By TAKURO NEGISHI/ Staff Writer
September 12, 2022 at 18:18 JST
Moe Miyashita, center, a lawyer with the Tokyo Bar Association, addresses racial profiling in Japan at a news conference in Tokyo’s Chiyoda Ward on Sept. 9. (Takuro Negishi)
The Tokyo Bar Association released the results of a survey on Sept. 9 that suggests those with Latin American, African or Middle Eastern roots are more likely than other foreigners to be subjected to police questioning.
Moe Miyashita, a lawyer with the Tokyo Bar Association’s committee on the rights of foreign nationals, called on the government to investigate racial profiling by Japanese police in light of the troubling survey results.
“I’m concerned that police consider people who look like foreign nationals as subjects for a criminal watch,” she said at a news conference. “It is necessary to create guidelines for police checks to prevent discrimination and a system that allows police questioning to be examined later.”
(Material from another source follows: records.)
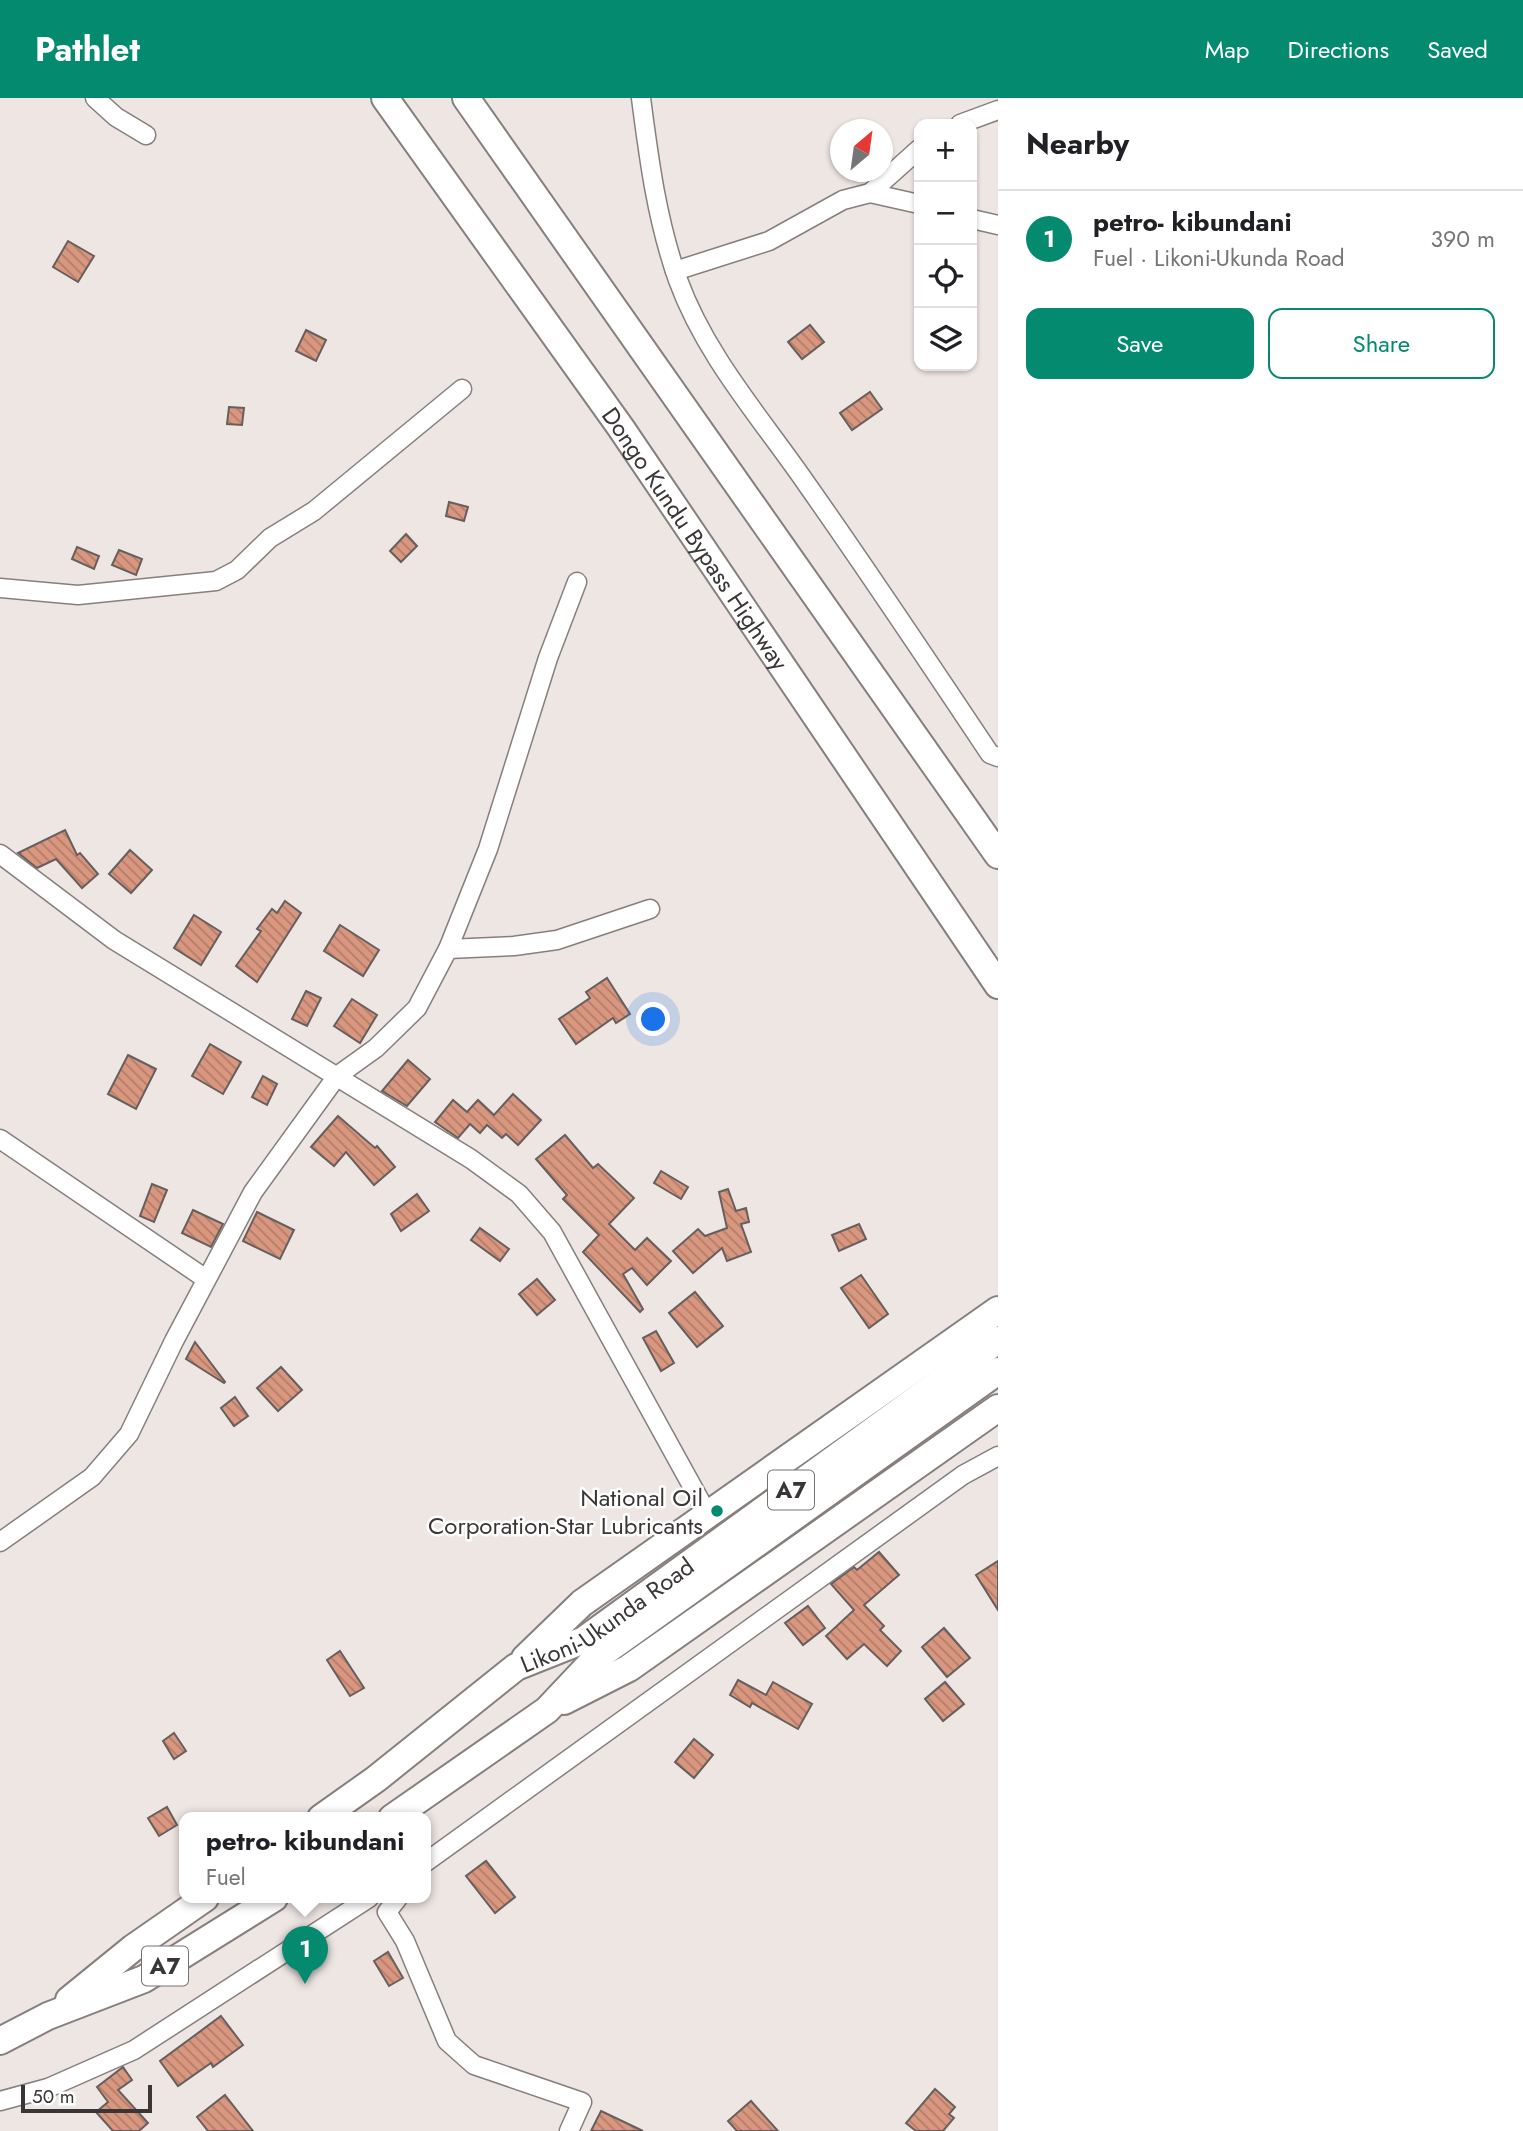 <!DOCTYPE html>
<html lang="en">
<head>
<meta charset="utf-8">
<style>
  body { margin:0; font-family:Jost,sans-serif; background:#f6f6f6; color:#202124 }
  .controls { position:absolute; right:21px; top:21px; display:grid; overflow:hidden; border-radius:14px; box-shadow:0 2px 5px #0004 }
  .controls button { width:63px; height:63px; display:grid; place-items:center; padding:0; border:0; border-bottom:2px solid #e0e0e0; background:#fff; color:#202124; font:35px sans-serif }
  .compass { position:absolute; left:830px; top:21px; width:63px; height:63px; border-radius:50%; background:#fff; box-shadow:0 2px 5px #0004; rotate:29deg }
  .scale { position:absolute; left:21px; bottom:18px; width:131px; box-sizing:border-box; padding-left:7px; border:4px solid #393635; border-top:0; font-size:19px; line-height:24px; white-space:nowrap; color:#393635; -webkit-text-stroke:5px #fff; paint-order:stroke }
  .you { position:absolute; left:654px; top:922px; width:24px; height:24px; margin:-18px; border:5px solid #fff; border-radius:50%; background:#1a73e8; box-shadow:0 0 0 10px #1a73e833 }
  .badge { display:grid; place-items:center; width:46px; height:46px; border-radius:50%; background:#038a6f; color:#fff; font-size:23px; font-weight:700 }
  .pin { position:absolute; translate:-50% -58px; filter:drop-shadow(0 2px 4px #0008) }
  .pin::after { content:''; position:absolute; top:37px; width:24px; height:21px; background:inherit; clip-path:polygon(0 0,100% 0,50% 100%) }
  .popup { position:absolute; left:179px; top:1714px; width:252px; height:91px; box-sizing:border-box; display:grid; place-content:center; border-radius:14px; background:#fff; filter:drop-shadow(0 2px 5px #0005); font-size:23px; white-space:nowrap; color:#757577 }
  .popup b { font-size:26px; color:#202124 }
  .popup::after { content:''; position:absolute; left:50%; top:100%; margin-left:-14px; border:14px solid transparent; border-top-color:#fff }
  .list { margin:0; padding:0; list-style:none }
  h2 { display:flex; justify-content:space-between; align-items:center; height:91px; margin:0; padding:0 28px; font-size:30px }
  h2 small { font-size:23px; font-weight:400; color:#757577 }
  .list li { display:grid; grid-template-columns:46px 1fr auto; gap:21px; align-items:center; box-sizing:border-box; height:98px; padding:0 28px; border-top:2px solid #e0e0e0 }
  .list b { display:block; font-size:26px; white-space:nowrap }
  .list p { margin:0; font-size:23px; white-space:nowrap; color:#757577 }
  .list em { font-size:23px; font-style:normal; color:#757577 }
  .actions { display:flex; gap:14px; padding:21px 28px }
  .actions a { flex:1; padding:16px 0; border:2px solid #038a6f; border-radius:14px; text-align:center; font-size:24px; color:#038a6f }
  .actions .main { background:#038a6f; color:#fff }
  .icon { flex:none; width:38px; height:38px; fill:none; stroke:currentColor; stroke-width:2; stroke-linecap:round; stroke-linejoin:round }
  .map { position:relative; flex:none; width:998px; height:2033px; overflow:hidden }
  header { display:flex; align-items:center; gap:42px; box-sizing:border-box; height:98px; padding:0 35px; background:#038a6f; color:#fff }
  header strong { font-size:33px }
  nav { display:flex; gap:38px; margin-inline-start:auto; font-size:24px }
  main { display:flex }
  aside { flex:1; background:#fff }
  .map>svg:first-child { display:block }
  .building { fill:url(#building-back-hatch); stroke:#665f5d; stroke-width:2 }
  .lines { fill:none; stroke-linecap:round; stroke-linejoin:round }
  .minor-casing { stroke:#867f7c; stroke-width:21 }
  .highway-casing { stroke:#867f7c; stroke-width:30 }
  .minor { stroke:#fff; stroke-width:18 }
  .highway { stroke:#fff; stroke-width:26 }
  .poi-dot { fill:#038a6f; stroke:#fff; stroke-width:2.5 }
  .labels { text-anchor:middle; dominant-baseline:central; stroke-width:5; stroke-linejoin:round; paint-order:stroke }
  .shield { fill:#fff; stroke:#747272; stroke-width:2 }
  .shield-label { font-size:23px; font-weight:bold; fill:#393635 }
  .street-label { font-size:24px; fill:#393635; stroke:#fff }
  .poi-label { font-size:24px; fill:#393635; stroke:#fff; text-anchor:end }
</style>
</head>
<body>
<header>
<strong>Pathlet</strong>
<nav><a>Map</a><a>Directions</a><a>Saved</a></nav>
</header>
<main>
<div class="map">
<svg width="998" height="2033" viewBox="0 0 998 2033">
  <defs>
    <pattern id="building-back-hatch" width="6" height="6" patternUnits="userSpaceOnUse" patternTransform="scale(1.75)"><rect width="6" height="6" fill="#da977f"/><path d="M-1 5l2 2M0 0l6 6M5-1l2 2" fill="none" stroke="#b27c69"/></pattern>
  </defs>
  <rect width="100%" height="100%" fill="#eee6e3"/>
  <g class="building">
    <path d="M68,143L94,158L78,184L53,169Z"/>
    <path d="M810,227L824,244L802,261L788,244Z"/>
    <path d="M306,232L326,242L316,263L296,253Z"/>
    <path d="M870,294L882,311L852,332L840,315Z"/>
    <path d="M229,309L244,310L242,327L227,326Z"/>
    <path d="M449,404L468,409L464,423L446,418Z"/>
    <path d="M406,436L417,448L401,464L390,453Z"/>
    <path d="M77,449L99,458L94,471L72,461Z"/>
    <path d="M119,452L142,461L136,477L112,467Z"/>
    <path d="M65,732L77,757L80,755L98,776L82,790L56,761L37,770L18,755Z"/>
    <path d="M130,752L152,772L131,795L109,776Z"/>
    <path d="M285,803L301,815L257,884L236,868L261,833L257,831L272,811L277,815Z"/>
    <path d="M194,817L221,834L201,867L174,850Z"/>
    <path d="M340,827L379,852L363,878L324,853Z"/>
    <path d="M607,880L630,916L616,925L613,920L576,946L559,921L590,900L586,894Z"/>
    <path d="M306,893L321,900L307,928L292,921Z"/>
    <path d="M352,901L377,917L360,945L334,928Z"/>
    <path d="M210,946L241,964L223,996L192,978Z"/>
    <path d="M128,957L156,971L136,1011L108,996Z"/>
    <path d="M408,962L430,981L407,1008L382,993Z"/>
    <path d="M263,978L277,986L267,1007L252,999Z"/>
    <path d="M513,996L541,1022L518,1047L506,1036L502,1040L487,1027L480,1035L470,1026L458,1040L435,1024L453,1002L467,1014L478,1002L494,1017Z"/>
    <path d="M338,1018L375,1050L377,1048L395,1069L374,1087L346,1054L334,1068L311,1049Z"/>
    <path d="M565,1037L593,1070L598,1066L634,1100L609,1126L635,1152L647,1140L671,1163L647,1187L632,1170L623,1176L643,1211L640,1214L583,1154L599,1137L563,1101L567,1097L536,1061Z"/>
    <path d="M661,1073L688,1089L681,1101L654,1085Z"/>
    <path d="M152,1086L167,1092L154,1124L140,1118Z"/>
    <path d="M728,1091L736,1113L746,1110L749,1124L741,1126L751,1154L727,1163L722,1150L693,1175L673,1153L698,1131L705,1138L727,1130L719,1094Z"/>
    <path d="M417,1096L429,1113L401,1133L391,1116Z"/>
    <path d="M193,1112L223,1126L211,1149L182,1135Z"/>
    <path d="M257,1114L294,1132L280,1161L243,1143Z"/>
    <path d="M859,1126L866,1141L839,1153L832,1137Z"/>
    <path d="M480,1130L509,1151L500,1163L471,1142Z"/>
    <path d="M861,1177L888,1216L869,1230L841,1190Z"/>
    <path d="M537,1181L555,1202L537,1217L519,1196Z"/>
    <path d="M695,1194L723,1228L697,1249L669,1215Z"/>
    <path d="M656,1233L674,1265L661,1273L643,1240Z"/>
    <path d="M195,1244L225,1284L224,1285L186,1261Z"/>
    <path d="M281,1269L302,1292L278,1313L257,1290Z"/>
    <path d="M235,1299L248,1318L234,1328L221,1310Z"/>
    <path d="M879,1454L899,1477L864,1507L884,1528L880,1532L901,1553L887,1568L864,1546L847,1561L826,1538L854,1512L831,1486L854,1469L857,1472Z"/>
    <path d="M998,1463V1512L976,1477Z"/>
    <path d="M808,1508L825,1530L803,1547L785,1525Z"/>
    <path d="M944,1530L970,1560L947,1579L922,1549Z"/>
    <path d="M340,1553L364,1590L350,1598L327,1562Z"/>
    <path d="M738,1582L766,1597L773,1584L812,1606L798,1631L752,1605L750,1609L730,1597Z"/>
    <path d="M945,1584L964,1606L943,1623L925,1601Z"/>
    <path d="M174,1635L186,1653L174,1661L163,1643Z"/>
    <path d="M694,1641L713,1657L694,1680L675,1664Z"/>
    <path d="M167,1709L177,1727L159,1738L148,1720Z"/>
    <path d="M486,1763L515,1799L495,1815L466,1778Z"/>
    <path d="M388,1854L403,1880L389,1888L374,1863Z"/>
    <path d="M221,1918L243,1947L213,1969L211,1965L178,1988L160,1963Z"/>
    <path d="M123,1969L132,1982L118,1992L148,2025L139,2033H113L96,2014L108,2004L97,1989Z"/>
    <path d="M935,1991L955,2009L949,2016L954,2020L943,2033H916L906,2025Z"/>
    <path d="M225,1997L253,2033H208L197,2019Z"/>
    <path d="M751,2003L778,2033H737L728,2023Z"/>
    <path d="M601,2013L643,2033H591Z"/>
  </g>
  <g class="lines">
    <defs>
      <g id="minor">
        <path d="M95,0L116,19L146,37"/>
        <path d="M641,0C649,62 657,123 678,182C706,259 762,321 808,388C870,476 930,566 990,656L998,659"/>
        <path d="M960,26L998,12"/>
        <path d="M870,95L919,51"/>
        <path d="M972,121L998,127"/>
        <path d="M675,173L769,143L843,102L870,95L919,106"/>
        <path d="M0,490L78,497L216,483L237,472L270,440L314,413L462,291"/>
        <path d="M0,756L114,842L471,1061L519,1096L552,1134L708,1417"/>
        <path d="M448,851L514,848L557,842L650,811"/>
        <path d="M0,1041L206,1181"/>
        <path d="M0,1444L92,1379L129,1336L174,1243L253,1094L337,978L376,950L417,910L448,851L488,751L548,560L577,484"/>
        <path d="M426,1764L963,1377L998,1358"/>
        <path d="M398,1800L387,1814L405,1843L447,1943L474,1967L582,2004L569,2033"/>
        <path d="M0,2003L48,1990L134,1952L369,1800"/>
      </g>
      <g id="highway">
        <path id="s1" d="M385,0L621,330L998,887"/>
        <path d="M466,0L998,757"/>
        <path d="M525,1560L582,1505L998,1212"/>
        <path d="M564,1603L629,1570L998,1310"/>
        <path id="s2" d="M321,1720L376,1681L516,1569L584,1542L998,1242"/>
        <path d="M392,1720L547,1612L596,1560L998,1273"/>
        <path d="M69,1902L133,1850L205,1800"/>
        <path d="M0,1943L48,1918L144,1881L274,1800"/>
      </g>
    </defs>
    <use href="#minor" class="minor-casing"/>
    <use href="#highway" class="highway-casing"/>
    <use href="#minor" class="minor"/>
    <use href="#highway" class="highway"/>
  </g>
  <circle class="poi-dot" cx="717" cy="1413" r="7"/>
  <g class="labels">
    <g class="shield">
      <rect x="768" y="1372.5" width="46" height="39" rx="5"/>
      <rect x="142" y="1848.5" width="46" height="39" rx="5"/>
    </g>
    <g class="shield-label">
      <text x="791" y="1392">A7</text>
      <text x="165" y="1868">A7</text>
    </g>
    <g class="street-label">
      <text stroke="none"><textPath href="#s1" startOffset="539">Dongo Kundu Bypass Highway</textPath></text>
      <text stroke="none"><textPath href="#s2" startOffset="352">Likoni-Ukunda Road</textPath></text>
    </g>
    <g class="poi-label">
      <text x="703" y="1399">National Oil<tspan x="703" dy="28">Corporation-Star Lubricants</tspan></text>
    </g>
  </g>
</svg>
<div class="controls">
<button>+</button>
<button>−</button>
<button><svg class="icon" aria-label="locate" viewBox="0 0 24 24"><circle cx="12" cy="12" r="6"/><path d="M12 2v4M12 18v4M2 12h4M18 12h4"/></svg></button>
<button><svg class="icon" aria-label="layers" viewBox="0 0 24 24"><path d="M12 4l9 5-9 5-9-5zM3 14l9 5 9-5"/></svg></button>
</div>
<svg class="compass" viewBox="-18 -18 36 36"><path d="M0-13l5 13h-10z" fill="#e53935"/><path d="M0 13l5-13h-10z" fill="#757577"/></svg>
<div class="scale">50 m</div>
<div class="you"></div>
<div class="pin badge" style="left:305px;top:1886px">1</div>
<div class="popup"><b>petro- kibundani</b>Fuel</div>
</div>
<aside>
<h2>Nearby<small></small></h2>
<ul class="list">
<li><span class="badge">1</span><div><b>petro- kibundani</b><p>Fuel · Likoni-Ukunda Road</p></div><em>390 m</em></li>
</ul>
<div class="actions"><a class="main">Save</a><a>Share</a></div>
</aside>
</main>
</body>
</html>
The online survey obtained responses from January to February from 2,094 people living in Japan who have a foreign background, including some Japanese nationals.
The survey revealed that 63 percent of respondents were questioned in the past five years.
Those whose outward appearances make it easy to recognize that they are foreigners were more likely to have been questioned by police.
By ethnic origins, the highest percentage had a Latin American background, at 84 percent. That was followed closely by those with African heritage at 83 percent, and those with Middle Eastern roots at 76 percent.
North Americans were less frequently questioned but still stood at 60 percent, while those with Northeast Asian backgrounds were stopped even less, at 50 percent.
The survey also revealed differences based on gender. Fifty-one percent of women said they were questioned by police officers, while 70 percent of men said they were questioned.
The Police Duties Execution Law stipulates that police officers can question someone when they identify probable cause.
Most of the respondents questioned by police, at 77 percent, said they thought police had no reason to do so.
Sixty percent said the police officers that questioned them were “polite” or “rather polite.” But 70 percent said they were offended by the police checks or by the officers’ attitudes.
Although police questioning is voluntary, 90 percent of respondents said they were not told that they did not have to respond to any questions they did not want to answer. Fifty percent said police officers searched their luggage.
One respondent wrote in an optional comment field that they were told by police, “We are checking you carefully because you are a foreign national.”